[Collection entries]
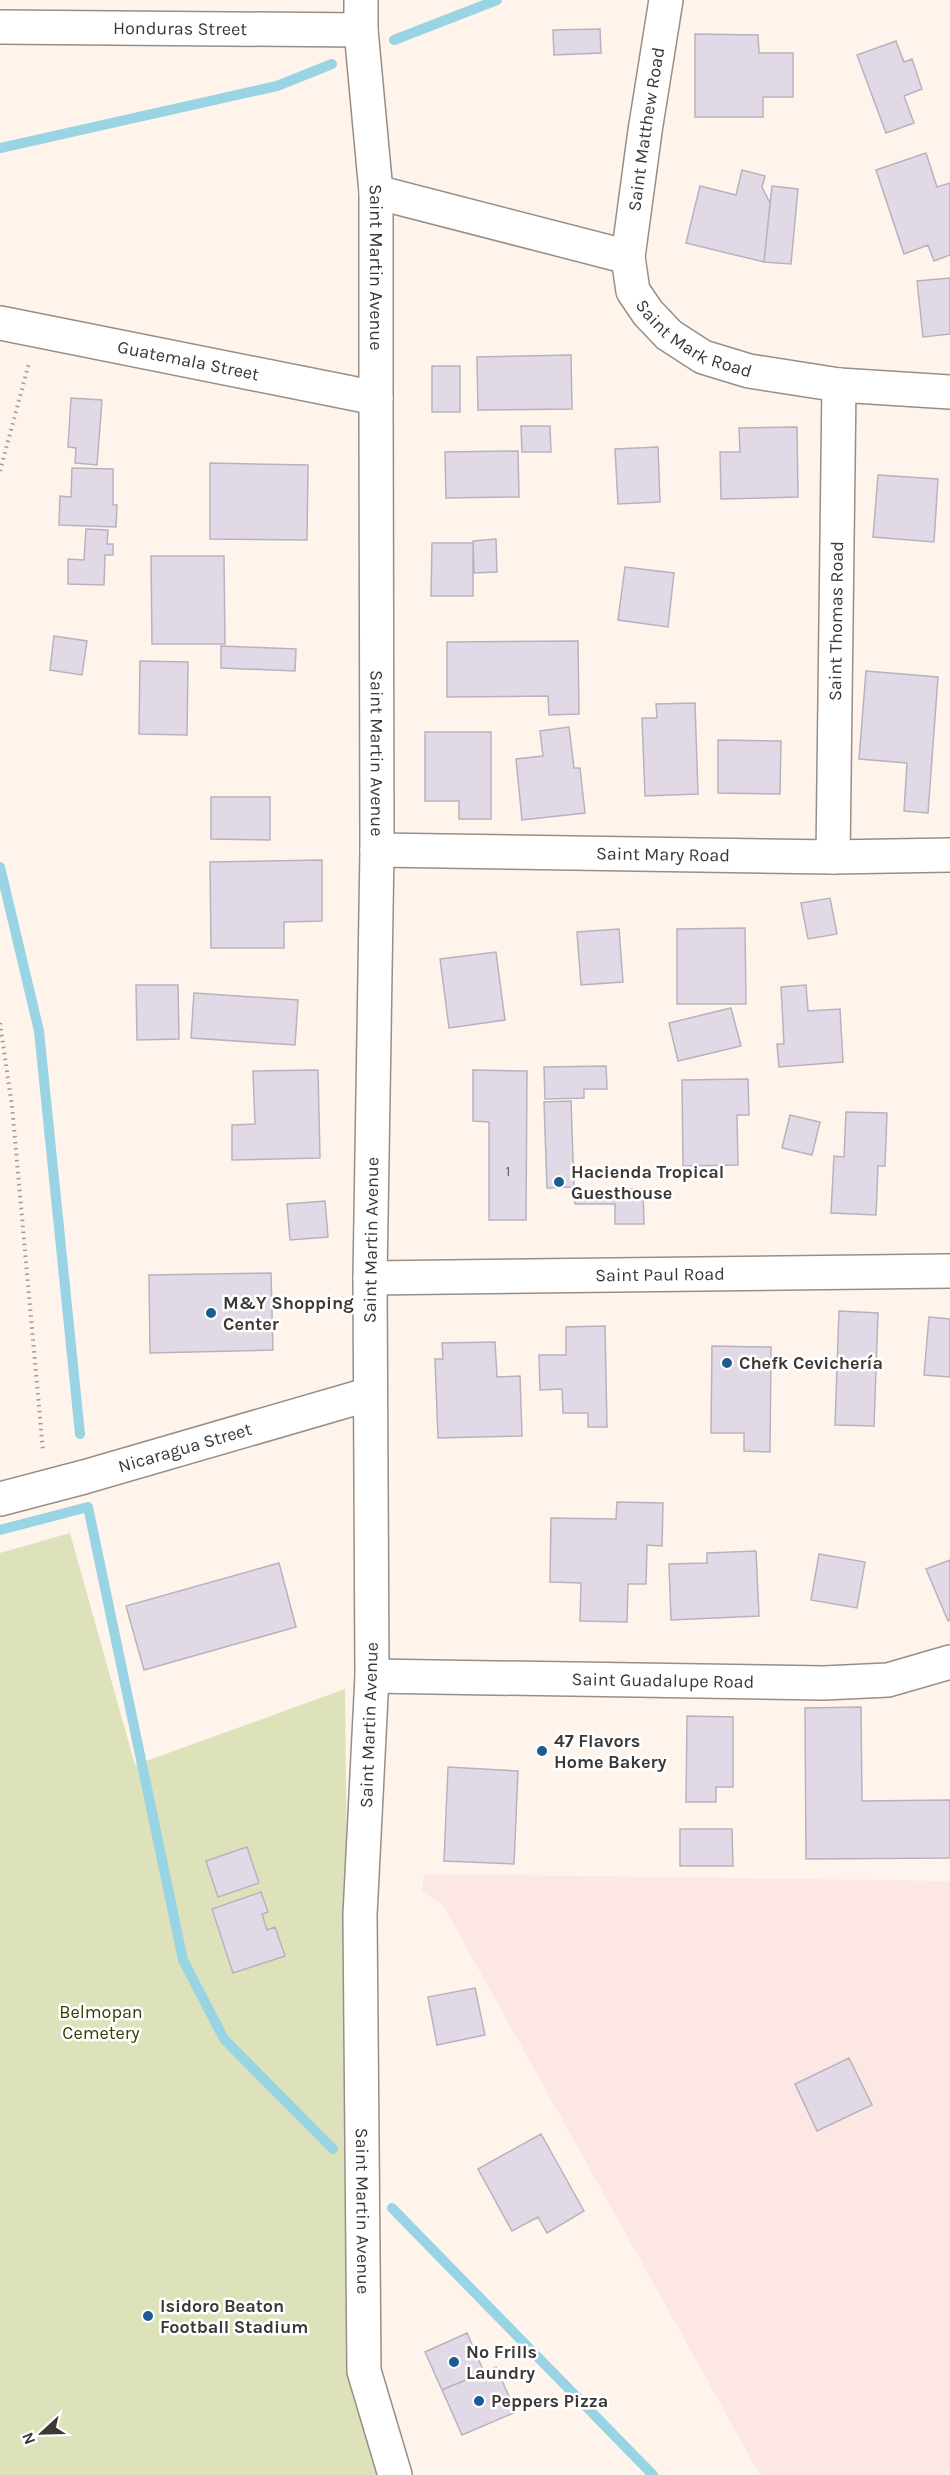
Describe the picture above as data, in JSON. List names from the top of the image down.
{
  "streets": {
    "street": [
      "Honduras Street",
      "Saint Matthew Road",
      "Saint Martin Avenue",
      "Saint Mark Road",
      "Guatemala Street",
      "Saint Thomas Road",
      "Saint Mary Road",
      "Saint Paul Road",
      "Nicaragua Street",
      "Saint Guadalupe Road"
    ]
  },
  "crossings": [
    ["Honduras Street", "Saint Martin Avenue"],
    ["Saint Matthew Road", "Saint Mark Road"],
    ["Saint Martin Avenue", "Guatemala Street"],
    ["Saint Martin Avenue", "Saint Mary Road"],
    ["Saint Martin Avenue", "Saint Paul Road"],
    ["Saint Martin Avenue", "Nicaragua Street"],
    ["Saint Martin Avenue", "Saint Guadalupe Road"],
    ["Saint Mark Road", "Saint Thomas Road"],
    ["Saint Thomas Road", "Saint Mary Road"]
  ],
  "parks": ["Belmopan Cemetery"],
  "places": [
    "Hacienda Tropical Guesthouse",
    "M&Y Shopping Center",
    "Chefk Cevichería",
    "47 Flavors Home Bakery",
    "Isidoro Beaton Football Stadium",
    "No Frills Laundry",
    "Peppers Pizza"
  ],
  "house_numbers": ["1"],
  "north": "left"
}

[Try it] Reproduce each entry above word for word. Pictures are not part of the copy.

[Problem solution]
Describe the picture above as data, in JSON. List names from the top of the image down.
{
  "streets": {
    "street": [
      "Honduras Street",
      "Saint Matthew Road",
      "Saint Martin Avenue",
      "Saint Mark Road",
      "Guatemala Street",
      "Saint Thomas Road",
      "Saint Mary Road",
      "Saint Paul Road",
      "Nicaragua Street",
      "Saint Guadalupe Road"
    ]
  },
  "crossings": [
    ["Honduras Street", "Saint Martin Avenue"],
    ["Saint Matthew Road", "Saint Mark Road"],
    ["Saint Martin Avenue", "Guatemala Street"],
    ["Saint Martin Avenue", "Saint Mary Road"],
    ["Saint Martin Avenue", "Saint Paul Road"],
    ["Saint Martin Avenue", "Nicaragua Street"],
    ["Saint Martin Avenue", "Saint Guadalupe Road"],
    ["Saint Mark Road", "Saint Thomas Road"],
    ["Saint Thomas Road", "Saint Mary Road"]
  ],
  "parks": ["Belmopan Cemetery"],
  "places": [
    "Hacienda Tropical Guesthouse",
    "M&Y Shopping Center",
    "Chefk Cevichería",
    "47 Flavors Home Bakery",
    "Isidoro Beaton Football Stadium",
    "No Frills Laundry",
    "Peppers Pizza"
  ],
  "house_numbers": ["1"],
  "north": "left"
}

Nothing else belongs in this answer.